Fantasy Flight: We’re working on turning Twilight Imperium into a universe like Arkham Horror, Netrunner and L5R
Space opera epic Twilight Imperium could become an expanded universe and series of games akin to Arkham Horror, Android: Netrunner and Legend of the Five Rings, publisher Fantasy Flight Games has said.
Designed by Fantasy Flight founder and Asmodee North America CEO Christian T. Petersen, Twilight Imperium debuted in 1997 and has since seen three major revisions, including this year’s fourth edition.
The game centres on the sprawling galactic conflict between more than a dozen different playable alien races, all of which have a unique backstory and role in the long history of the universe.
Twilight Imperium has received two notable spin-offs, 2001 disc-flipping dexterity title Armada and the more recent Rex: Final Days of an Empire, a 2012 reimagining of the tabletop adaptation of sci-fi novel Dune. A 1999 roleplaying game based on Twilight Imperium was poorly received upon release and is considered non-canon.
Speaking to Tabletop Gaming, Petersen said that his growing responsibilities as head of Fantasy Flight and subsequently Asmodee’s US division had stopped the publisher from exploring the universe of Twilight Imperium with more games based in the setting, as it has done with series such as the Lovecraft-inspired Arkham Horror Files – comprising Mansions of Madness, Arkham Horror, Eldritch Horror and more – and the recently acquired Legend of the Five Rings, which has been revived as a living card game, RPG and board game.

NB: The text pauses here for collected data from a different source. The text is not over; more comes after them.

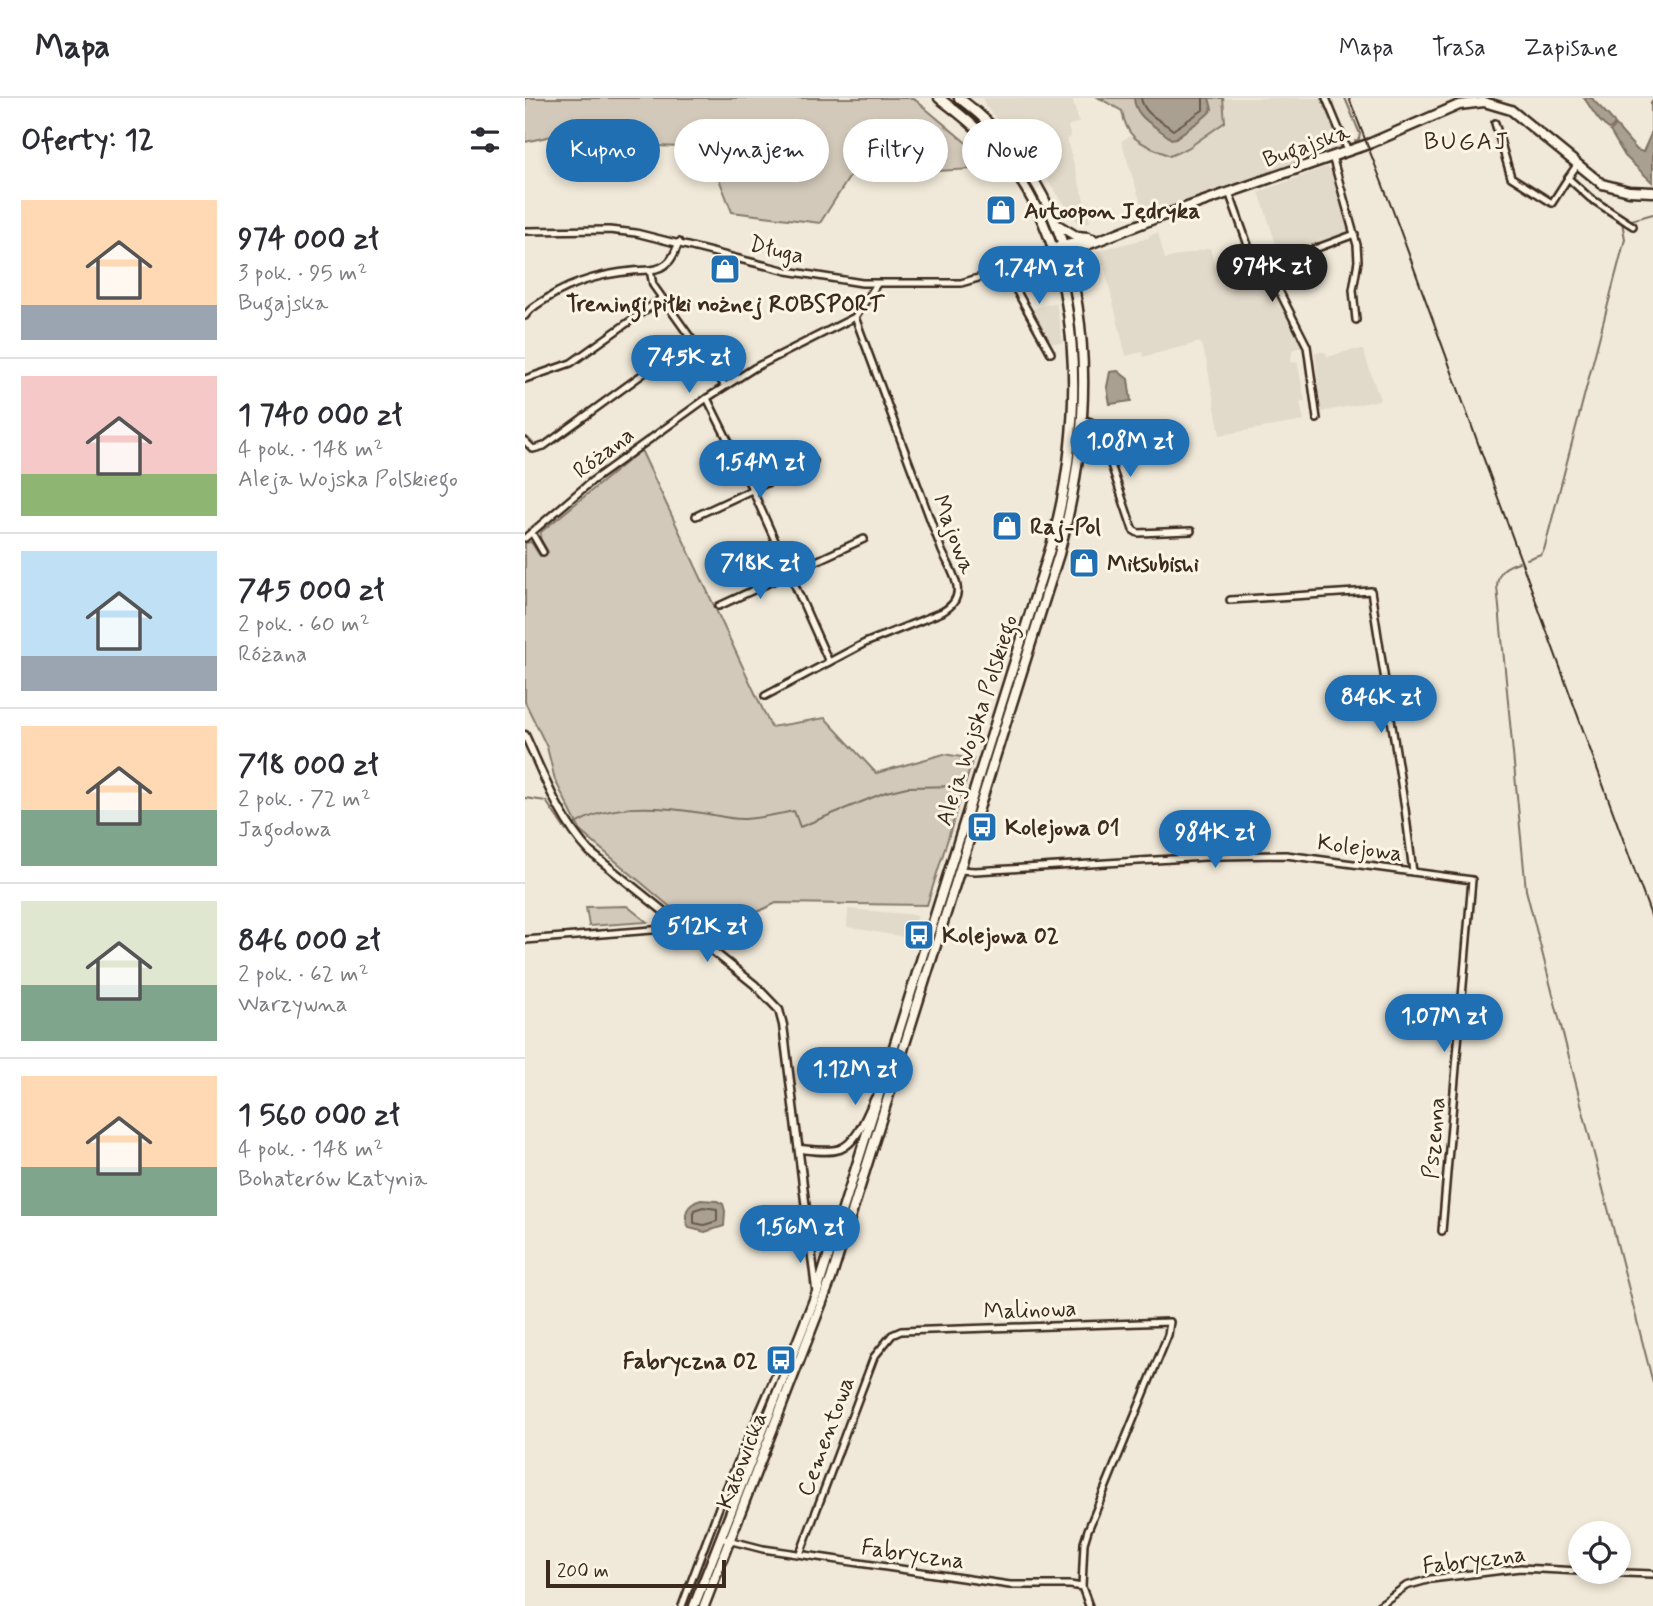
<!DOCTYPE html>
<html lang="pl">
<head>
<meta charset="utf-8">
<style>
	body { margin:0; font-family:Mynerve,sans-serif; background:#f7f7f7; color:#2b2b33; height:100vh; display:flex; flex-direction:column; font-size:26px; white-space:nowrap }
	* { box-sizing:border-box; margin:0 }
	p { font-size:23px; color:#7c7c81 }
	.icon { flex:none; width:38px; height:38px; fill:none; stroke:currentColor; stroke-width:2; stroke-linecap:round; stroke-linejoin:round }
	.map { position:relative; flex:1; overflow:hidden }
	.panel { display:flex; flex-direction:column; background:#fff; width:525px }
	.panel>* { flex:none }
	.top-card { position:absolute; left:21px; top:21px; width:665px; height:63px; display:flex; gap:14px }
	.controls { position:absolute; left:1043px; top:1423px; display:grid; gap:14px }
	.controls a { display:grid; place-items:center; width:63px; height:63px; border-radius:50%; background:#fff; box-shadow:0 4px 10px #0003; font-size:35px }
	.scale { position:absolute; left:21px; bottom:18px; width:180px; box-sizing:border-box; padding-left:7px; border:4px solid #3b2a1e; border-top:0; font-size:19px; line-height:24px; white-space:nowrap; color:#3b2a1e; -webkit-text-stroke:5px #fcf5e5; paint-order:stroke }
	.price { position:absolute; translate:-50% -60px; padding:0 16px; border-radius:24px; background:#1f6fb2; color:#fff; font-size:23px; line-height:46px; filter:drop-shadow(0 2px 4px #0008) }
	.price::after { content:''; position:absolute; left:50%; top:42px; width:21px; height:16px; margin-left:-10px; background:inherit; clip-path:polygon(0 0,100% 0,50% 100%) }
	.price.on { background:#222; color:#fff }
	ul { padding:0; list-style:none }
	li { display:flex; align-items:center; gap:21px; height:175px; padding:0 21px }
	li+li { border-top:2px solid #e1e1e2 }
	li span { display:grid; place-items:center; flex:none; width:196px; height:140px; border-radius:0px; color:#555 }
	li>.icon { margin-inline-start:auto }
	span .icon { width:84px; height:84px; fill:#fffc; stroke-width:1 }
	li b { font-size:30px }
	h2 { display:flex; justify-content:space-between; align-items:center; height:84px; padding:0 21px; font-size:30px }
	.chip { padding:0 24px; border-radius:32px; background:#fff; box-shadow:0 4px 10px #0003; font-size:24px; line-height:63px }
	.chip.on { background:#1f6fb2; color:#fff }
	header { display:flex; align-items:center; gap:42px; box-sizing:border-box; height:98px; padding:0 35px; background:#fff; border-bottom:2px solid #e1e1e2 }
	header strong { font-size:33px }
	nav { display:flex; gap:38px; margin-inline-start:auto; font-size:24px }
	main { display:flex; flex:1; min-height:0 }
	.map>svg:first-child { display:block }
	.built { fill:#e1d9c9 }
	.green { fill:#d2c9ba; stroke:#867a6c; stroke-width:2 }
	.water { fill:#aaa091; stroke:#7e7163; stroke-width:2 }
	.lines { fill:none; stroke-linecap:round; stroke-linejoin:round }
	.shore { stroke:#67594c; stroke-width:2 }
	.stream { stroke:#7e7163; stroke-width:2 }
	.minor-casing { stroke:#3b2a1e; stroke-width:10 }
	.tertiary-casing { stroke:#3b2a1e; stroke-width:11 }
	.primary-casing { stroke:#3b2a1e; stroke-width:13 }
	.minor { stroke:#fcf5e5; stroke-width:5 }
	.tertiary { stroke:#fcf5e5; stroke-width:6 }
	.primary { stroke:#fcf5e5; stroke-width:8 }
	.rail { stroke:#3b2a1e; stroke-width:2 }
	.labels { text-anchor:middle; stroke-width:6; stroke-linejoin:round; paint-order:stroke }
	.street-label { font-size:23px; fill:#3b2a1e; stroke:#fcf5e5 }
	.poi-label { font-size:23px; font-weight:bold; fill:#3b2a1e; stroke:#fcf5e5; text-anchor:start }
	.neighbourhood-label { font-size:24px; letter-spacing:2px; fill:#3b2a1e; stroke:#fcf5e5 }
</style>
</head>
<body>
<header>
<strong>Mapa</strong>
<nav><a>Mapa</a><a>Trasa</a><a>Zapisane</a></nav>
</header>
<main>
<section class="panel">
<h2>Oferty: 12<svg class="icon" aria-label="filters" viewBox="0 0 24 24"><path d="M4 7h16M4 17h16"/><circle cx="9" cy="7" r="2"/><circle cx="15" cy="17" r="2"/></svg></h2>
<ul>
<li><span style="background:linear-gradient(#ffd9b3 75%,#9aa5b1 0)"><svg class="icon" aria-label="home" viewBox="0 0 24 24"><path d="M3 11l9-7 9 7M6 9v11h12V9"/></svg></span><div><b>974 000 zł</b><p>3 pok. · 95 m²</p><p>Bugajska</p></div></li>
<li><span style="background:linear-gradient(#f6c9c9 70%,#8fb573 0)"><svg class="icon" aria-label="home" viewBox="0 0 24 24"><path d="M3 11l9-7 9 7M6 9v11h12V9"/></svg></span><div><b>1 740 000 zł</b><p>4 pok. · 148 m²</p><p>Aleja Wojska Polskiego</p></div></li>
<li><span style="background:linear-gradient(#bfe0f5 75%,#9aa5b1 0)"><svg class="icon" aria-label="home" viewBox="0 0 24 24"><path d="M3 11l9-7 9 7M6 9v11h12V9"/></svg></span><div><b>745 000 zł</b><p>2 pok. · 60 m²</p><p>Różana</p></div></li>
<li><span style="background:linear-gradient(#ffd9b3 60%,#7fa58c 0)"><svg class="icon" aria-label="home" viewBox="0 0 24 24"><path d="M3 11l9-7 9 7M6 9v11h12V9"/></svg></span><div><b>718 000 zł</b><p>2 pok. · 72 m²</p><p>Jagodowa</p></div></li>
<li><span style="background:linear-gradient(#dfe7d0 60%,#7fa58c 0)"><svg class="icon" aria-label="home" viewBox="0 0 24 24"><path d="M3 11l9-7 9 7M6 9v11h12V9"/></svg></span><div><b>846 000 zł</b><p>2 pok. · 62 m²</p><p>Warzywna</p></div></li>
<li><span style="background:linear-gradient(#ffd9b3 65%,#7fa58c 0)"><svg class="icon" aria-label="home" viewBox="0 0 24 24"><path d="M3 11l9-7 9 7M6 9v11h12V9"/></svg></span><div><b>1 560 000 zł</b><p>4 pok. · 148 m²</p><p>Bohaterów Katynia</p></div></li>
</ul>
</section>
<div class="map">
<svg width="1128" height="1508" viewBox="0 0 1128 1508">
	<rect width="100%" height="100%" fill="#f0e9d9"/>
	<filter id="ink" filterUnits="userSpaceOnUse"><feTurbulence type="fractalNoise" baseFrequency=".0143" numOctaves="2"/><feDisplacementMap in="SourceGraphic" scale="14" xChannelSelector="R" yChannelSelector="G"/><feConvolveMatrix kernelMatrix="1 2 1 2 8 2 1 2 1" color-interpolation-filters="sRGB"/></filter>
	<g filter="url(#ink)">
		<g class="built">
			<polygon points="458,0 547,0 554,24 543,28 546,39 542,41 565,124 554,127 513,68 461,9"/>
			<polygon points="698,0 797,0 817,49 620,118 596,43 605,38 645,58 663,50 701,17"/>
			<polygon points="801,69 810,74 826,134 756,161 734,94"/>
			<polygon points="633,135 640,161 685,150 695,187 736,172 740,175 777,248 767,252 766,264 773,265 773,267 780,303 775,304 779,323 695,337 681,261 675,244 618,259 617,254 601,258 579,167 574,168 571,153 624,140 624,137"/>
			<polygon points="531,204 538,245 523,245 504,212"/>
			<polygon points="826,252 838,252 855,302 796,314 790,254 800,254 803,259"/>
			<polygon points="323,811 393,817 385,840 322,829"/>
		</g>
		<g class="green">
			<polygon points="0,0 388,0 471,70 390,74 363,43 345,47 295,125 207,114 194,81 155,49 63,45 40,35 0,44"/>
			<path d="M574 0H698L700 24 663 50 645 58C618 45 603 45 597 13Z"/>
			<polygon points="116,352 246,629 300,620 351,675 419,656 448,661 402,807 251,805 181,839 56,734 30,682 22,649 0,604 0,445 6,444 15,458 23,454 15,440 16,434"/>
			<polygon points="102,808 122,824 64,828 61,809"/>
		</g>
		<g class="water">
			<path d="M609 0H684L687 11C681 21 661 31 651 40L646 41C632 28 610 21 609 0Z"/>
			<path d="M1059 0H1067C1074 10 1085 16 1090 27L1084 31C1073 24 1067 11 1059 0Z"/>
			<polygon points="1128,3 1128,85 1100,58 1085,33 1091,28 1112,52 1118,54 1126,36 1126,5"/>
			<polygon points="593,273 603,281 606,303 585,306 582,289 585,274"/>
			<path d="M176 1102 192 1103 198 1106 200 1113 199 1128 180 1134 164 1130C157 1116 162 1106 176 1102Z"/>
		</g>
		<g class="lines">
			<g class="shore">
				<path d="M616 0C619 17 636 22 648 32L678 12V0"/>
				<polygon points="178,1109 192,1111 192,1123 179,1127 169,1125 169,1112"/>
			</g>
			<g class="stream">
				<polyline points="820,0 835,36 834,41 830,43"/>
				<polyline points="1103,123 1128,116"/>
				<polyline points="1002,461 1016,456 1019,452 1100,141 1097,124"/>
				<path d="M994 464C980 468 973 473 972 488L1001 792 1128 1285"/>
				<path d="M0 700 21 703 41 733C77 703 133 708 177 715 191 717 206 722 220 721 236 720 253 716 269 713L275 729 361 694 382 689 437 688"/>
				<polyline points="222,1354 245,1297"/>
			</g>
			<g class="minor-casing">
				<g id="minor">
					<polyline points="801,0 823,53"/>
					<polyline points="970,25 986,79 1027,105 1043,80"/>
					<polyline points="807,58 832,147 833,163 828,192 831,222"/>
					<polyline points="1052,67 1043,80 1065,100 1108,128"/>
					<polyline points="704,94 724,150 747,179 782,248 792,321"/>
					<polyline points="0,133 84,132 111,135 262,173 337,185 436,185 519,161 531,167"/>
					<path d="M154 144C148 160 144 170 125 172L128 187 200 288"/>
					<polyline points="776,156 830,136"/>
					<polyline points="500,164 527,151"/>
					<polyline points="480,172 526,255"/>
					<path d="M0 218C5 210 13 206 21 201 53 180 88 173 125 172"/>
					<polyline points="0,281 46,265 136,201"/>
					<polyline points="182,300 227,391 304,564"/>
					<polyline points="557,321 566,324 576,337 608,432 613,435 666,433"/>
					<polyline points="0,343 8,351 19,348 166,241"/>
					<polyline points="171,418 289,363"/>
					<polyline points="7,435 18,454"/>
					<polyline points="0,440 67,383 182,300 229,270 330,219 352,186"/>
					<polyline points="705,502 846,493 880,711 888,774"/>
					<polyline points="194,508 339,441"/>
					<path d="M240 598 340 545 417 514C446 498 427 475 417 453L330 219"/>
					<polyline points="434,772 450,773 696,758 761,757 947,782 917,1133"/>
					<polyline points="0,842 140,831 151,823"/>
					<polyline points="195,1440 238,1451 485,1487 545,1487 557,1489 564,1508"/>
					<polyline points="275,1456 349,1259 367,1237 376,1233 645,1224 643,1237 563,1432 559,1445 557,1489"/>
					<polyline points="1071,1474 1128,1476"/>
					<polyline points="157,1508 199,1396 253,1271"/>
					<polyline points="853,1508 881,1488 906,1481 995,1470 1055,1473"/>
				</g>
			</g>
			<g class="tertiary-casing">
				<g id="tertiary">
					<path d="M0 637C19 678 34 721 65 754L230 887 254 912 258 927 291 1191"/>
					<path d="M275 1051C287 1052 303 1055 315 1051 333 1044 342 1016 350 1000"/>
					<polyline points="285,1138 308,1141"/>
				</g>
			</g>
			<g class="primary-casing">
				<g id="primary">
					<polyline points="531,126 551,138 563,139"/>
					<polyline points="533,149 568,141"/>
					<polyline points="539,156 631,120 846,45 934,7 959,4 986,12 1077,86 1104,93 1128,94"/>
					<path d="M169 1508 292 1194 526 448C560 326 563 160 477 57 459 35 437 17 414 0"/>
					<path d="M179 1508 306 1181 534 456C575 300 576 105 434 0"/>
				</g>
			</g>
			<use href="#minor" class="minor"/>
			<use href="#tertiary" class="tertiary"/>
			<use href="#primary" class="primary"/>
			<polyline class="rail" points="824,0 868,113 1128,823"/>
		</g>
	</g>
	<defs>
		<g id="shop-square" transform="scale(1.575)"><rect x="-9" y="-9" width="18" height="18" rx="4" fill="#1f6fb2" stroke="#fcf5e5"/><path d="M-5-2.5h2.3a2.7 3.5 0 0 1 5.4 0H5L5.5 6h-11ZM-1.5-2.5h3a1.5 2.3 0 0 0-3 0Z" fill="#fff"/></g>
		<g id="bus-square" transform="scale(1.575)"><rect x="-9" y="-9" width="18" height="18" rx="4" fill="#1f6fb2" stroke="#fcf5e5"/><path d="M-5-6H5V4H4V6H2V4H-2V6H-4V4H-5ZM-3.5-4V0h7V-4ZM-3.5 1.2v1.5H-2V1.2ZM2 1.2v1.5H3.5V1.2Z" fill="#fff"/></g>
	</defs>
	<g fill-rule="evenodd">
		<use href="#shop-square" x="476" y="112"/>
		<use href="#shop-square" x="200" y="171"/>
		<use href="#shop-square" x="482" y="428"/>
		<use href="#shop-square" x="559" y="465"/>
		<use href="#bus-square" x="457" y="729"/>
		<use href="#bus-square" x="394" y="837"/>
		<use href="#bus-square" x="256" y="1262"/>
	</g>
	<g class="labels">
		<g class="street-label">
			<text transform="translate(781 47) rotate(-19)" y="8">Bugajska</text>
			<text transform="translate(252 151) rotate(14)" y="8">Długa</text>
			<text transform="translate(78 354) rotate(-37)" y="8">Różana</text>
			<text transform="translate(430 436) rotate(69)" y="8">Majowa</text>
			<text transform="translate(451 622) rotate(-72)" y="8">Aleja Wojska Polskiego</text>
			<text transform="translate(835 749) rotate(8)" y="8">Kolejowa</text>
			<text transform="translate(908 1040) rotate(-85)" y="8">Pszenna</text>
			<text transform="translate(505 1211) rotate(-2)" y="8">Malinowa</text>
			<text transform="translate(300 1338) rotate(-70)" y="8">Cementowa</text>
			<text transform="translate(216 1362) rotate(-69)" y="8">Katowicka</text>
			<text transform="translate(388 1455) rotate(8)" y="8">Fabryczna</text>
			<text transform="translate(949 1461) rotate(-7)" y="8">Fabryczna</text>
		</g>
		<g class="poi-label">
			<text x="499" y="120">Autoopon Jędryka</text>
			<text x="200" y="213" text-anchor="middle">Treningi piłki nożnej ROBSPORT</text>
			<text x="505" y="436">Raj-Pol</text>
			<text x="582" y="473">Mitsubishi</text>
			<text x="480" y="737">Kolejowa 01</text>
			<text x="417" y="845">Kolejowa 02</text>
			<text x="233" y="1270" text-anchor="end">Fabryczna 02</text>
		</g>
		<g class="neighbourhood-label">
			<text x="942" y="51">BUGAJ</text>
		</g>
	</g>
</svg>
<div class="controls">
<a><svg class="icon" aria-label="locate" viewBox="0 0 24 24"><circle cx="12" cy="12" r="6"/><path d="M12 2v4M12 18v4M2 12h4M18 12h4"/></svg></a>
</div>
<div class="scale">200 m</div>
<b class="price on" style="left:747px;top:206px">974K zł</b>
<b class="price" style="left:514px;top:208px">1.74M zł</b>
<b class="price" style="left:164px;top:297px">745K zł</b>
<b class="price" style="left:605px;top:381px">1.08M zł</b>
<b class="price" style="left:235px;top:402px">1.54M zł</b>
<b class="price" style="left:235px;top:503px">718K zł</b>
<b class="price" style="left:856px;top:637px">846K zł</b>
<b class="price" style="left:690px;top:772px">984K zł</b>
<b class="price" style="left:182px;top:866px">512K zł</b>
<b class="price" style="left:919px;top:956px">1.07M zł</b>
<b class="price" style="left:330px;top:1009px">1.12M zł</b>
<b class="price" style="left:275px;top:1167px">1.56M zł</b>
<div class="top-card">
<a class="chip on">Kupno</a>
<a class="chip">Wynajem</a>
<a class="chip">Filtry</a>
<a class="chip">Nowe</a>
</div>
</div>
</main>
</body>
</html>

“Fantasy Flight has over the years developed some proprietary worlds and brands, and we've acquired one with Legend of the Five Rings that kind of is very connected to the flavour du jour – the flavour and genetic makeup of FFG,” he said. “We go back, we have some IPs that we really like to delve into – something like Arkham Horror, the Android IP, IP such as Legend of the Five Rings, Twilight Imperium and the Terrinoth Runebound universe.
“I think the one reason we haven't done more with Twilight probably has more to do with the fact that I have not been able to engage as much in the actual creative side and people have just kind of left it alone because they probably knew that I would want to be involved in it.”
Petersen created the first three editions of Twilight Imperium alone, but collaborated on the fourth edition with Star Wars: Rebellion creator Corey Konieczka and Eldritch Horror co-writer Dane Beltrami – a possible hint at how the series could move forward in the future.
“My view on these IPs is not to control them or to be the only person who touches them, it has more to do with us having the time and the slight few months of peace where we can sit down and write down what the natural laws of this universe are, what the detailed history of this universe is and the vision for how we want to treat it going forward,” Petersen continued. “Visually, emotionally and in terms of what kind of narrative, story and scope we want to project with it. That stuff takes a lot of time and we've done a great job of that in Android, we've done a great job of that in Arkham Horror. We continue to explore that in Arkham Horror, kind of lay the foundation. In order to create an IP and a world [like that], in my view, there needs to be a very, very strong foundation. Once that foundation is built, then it can be collaborated upon and multiple people can attack it. But we need to build those foundations.
“That's something we've concentrated a lot on over the last few years on the FFG side: to build a foundation of Android, build a foundation of the Arkham Horror-verse, build a foundation of some of these others. Certainly Twilight Imperium is going to have its day and we're working on that foundation which is necessary to launch starships off the platform. Once that's done, I'm not particular concerned about what's done with it, but I'm just concerned that everybody has a strong foundation and is coming at it from the same direction.”
Exactly how Fantasy Flight might take the universe of Twilight Imperium to new frontiers remains unclear, but Petersen isn’t ruling out the possibility of a living card game in the vein of 2016's Arkham Horror: The Card Game or this year’s Legend of the Five Rings: The Card Game.
“Certainly stranger things could happen,” he said. “We are fortunate, especially in the FFG studio, to have this embarrassment of riches of IP, both of our own and these very valued licensing partners that we have, whether it's George [R.R.] Martin or Star Wars or Lord of the Rings. There's no end of ideas and fantastic stories.”